И когда я увидел, как упорно отстаивают мою жизнь Гиллель, отец Прохор и человек-медведь, имени которого я даже не знал, где-то под сердцем затрепетала надежда.
— Необходимы три поручителя, — взвизгнул Спичкин. А потом добавил, бросив взгляд на Владимира: — И они не должны быть дознавателями.
Со своего места опять поднялся отец Прохор.
— Я отдаю своё Слово за стригоя, — веско бросил он. И теперь в голосе его не осталось ничего от подростковой неуверенности. Передо мной вновь был высокий, чуть сутулый старец, в монашеской скуфейке, с белой, до пояса, бородой.
— Вы не можете, святой отец, — Спичкин заявил это триумфально, чувствуя своё превосходство и не скрывая этого. — Как лицо духовное, вы не имеете права вмешиваться в дела мирские.
— В данном случае я выступаю, как член Совета.
— К сожалению, я должен согласится с господином Спичкиным, — великий князь даже не поднял головы. Он смотрел вниз, на кончик своей шпаги, словно всё происходящее было ему глубоко неприятно. — Вы, как лицо духовное, имеете лишь совещательный голос, святой отец.

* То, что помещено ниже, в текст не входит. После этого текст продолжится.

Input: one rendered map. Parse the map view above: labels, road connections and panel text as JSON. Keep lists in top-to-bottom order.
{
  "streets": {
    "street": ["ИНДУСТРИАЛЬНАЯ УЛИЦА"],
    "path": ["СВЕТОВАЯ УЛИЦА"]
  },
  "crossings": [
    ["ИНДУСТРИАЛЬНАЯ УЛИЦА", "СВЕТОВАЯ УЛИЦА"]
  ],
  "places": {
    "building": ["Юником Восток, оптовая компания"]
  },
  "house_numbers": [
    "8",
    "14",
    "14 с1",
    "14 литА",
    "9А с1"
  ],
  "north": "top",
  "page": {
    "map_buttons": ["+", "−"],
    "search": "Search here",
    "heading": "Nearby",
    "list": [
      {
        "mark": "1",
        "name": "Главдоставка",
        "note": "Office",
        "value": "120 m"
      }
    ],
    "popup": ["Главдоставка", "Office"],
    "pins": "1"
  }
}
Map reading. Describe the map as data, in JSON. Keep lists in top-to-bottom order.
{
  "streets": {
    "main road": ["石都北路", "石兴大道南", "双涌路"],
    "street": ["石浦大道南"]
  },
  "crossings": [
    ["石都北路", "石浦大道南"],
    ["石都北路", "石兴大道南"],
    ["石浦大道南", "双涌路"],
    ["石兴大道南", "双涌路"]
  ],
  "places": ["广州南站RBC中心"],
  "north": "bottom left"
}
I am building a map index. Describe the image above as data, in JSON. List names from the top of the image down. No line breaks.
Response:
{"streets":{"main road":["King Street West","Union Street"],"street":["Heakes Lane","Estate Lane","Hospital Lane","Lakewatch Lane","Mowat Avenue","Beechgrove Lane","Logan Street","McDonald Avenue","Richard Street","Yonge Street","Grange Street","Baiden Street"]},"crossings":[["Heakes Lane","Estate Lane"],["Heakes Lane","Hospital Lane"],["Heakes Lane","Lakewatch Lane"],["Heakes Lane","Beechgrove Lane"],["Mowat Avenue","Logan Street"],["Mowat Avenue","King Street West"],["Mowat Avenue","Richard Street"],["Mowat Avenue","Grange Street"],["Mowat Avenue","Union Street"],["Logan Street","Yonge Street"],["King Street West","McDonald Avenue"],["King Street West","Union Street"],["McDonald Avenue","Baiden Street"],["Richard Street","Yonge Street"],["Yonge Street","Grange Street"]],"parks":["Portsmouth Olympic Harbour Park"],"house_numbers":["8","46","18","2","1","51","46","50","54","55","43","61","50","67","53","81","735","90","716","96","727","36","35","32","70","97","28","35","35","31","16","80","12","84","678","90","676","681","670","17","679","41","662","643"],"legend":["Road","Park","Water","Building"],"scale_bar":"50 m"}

Так что… — подняв голову, словно это был тяжкий груз, Шуйский обвёл взглядом кресла. — Кто-то ещё может поручиться за этого стригоя?
Я видел, как отвернулась, словно её это не касается, ведьма Матрёна. Как делает вид, словно что-то пишет в телефоне, Пантелей Степной. Владимир вцепился зубами в козырёк своей кепки…
Море лиц, чужих, пустых, равнодушных… Что им какой-то заезжий стригой? В конце концов казнь — это даже интересно. Будоражит нервы.
— Быть по сему, — великий князь стукнул кончиком шпаги в пол. Вместе с этим звуком куда-то провалилось и моё сердце. — Стригой Стрельников приговаривается к немедленному наложению «оков Справедливости» первой степени. Охрана! Приступить к исполнению приговора.
Не было никакого перехода. Никакой преамбулы. Вдруг големы, что стояли кругом сцены, у перил амфитеатра, одновременно протянули ко мне правые руки и из ладоней их брызнули, целясь в меня, лучи света.
Я назвал их лучами, хотя это был не свет. Это был неизвестный мне вид магической энергии, до того плотной, почти осязаемой, что она оставляла следы на сетчатке глаз и на коже. И болезненные, хотя и невидимые ожоги.
Эта энергия обвилась вокруг моей шеи подобием удавки и начала душить.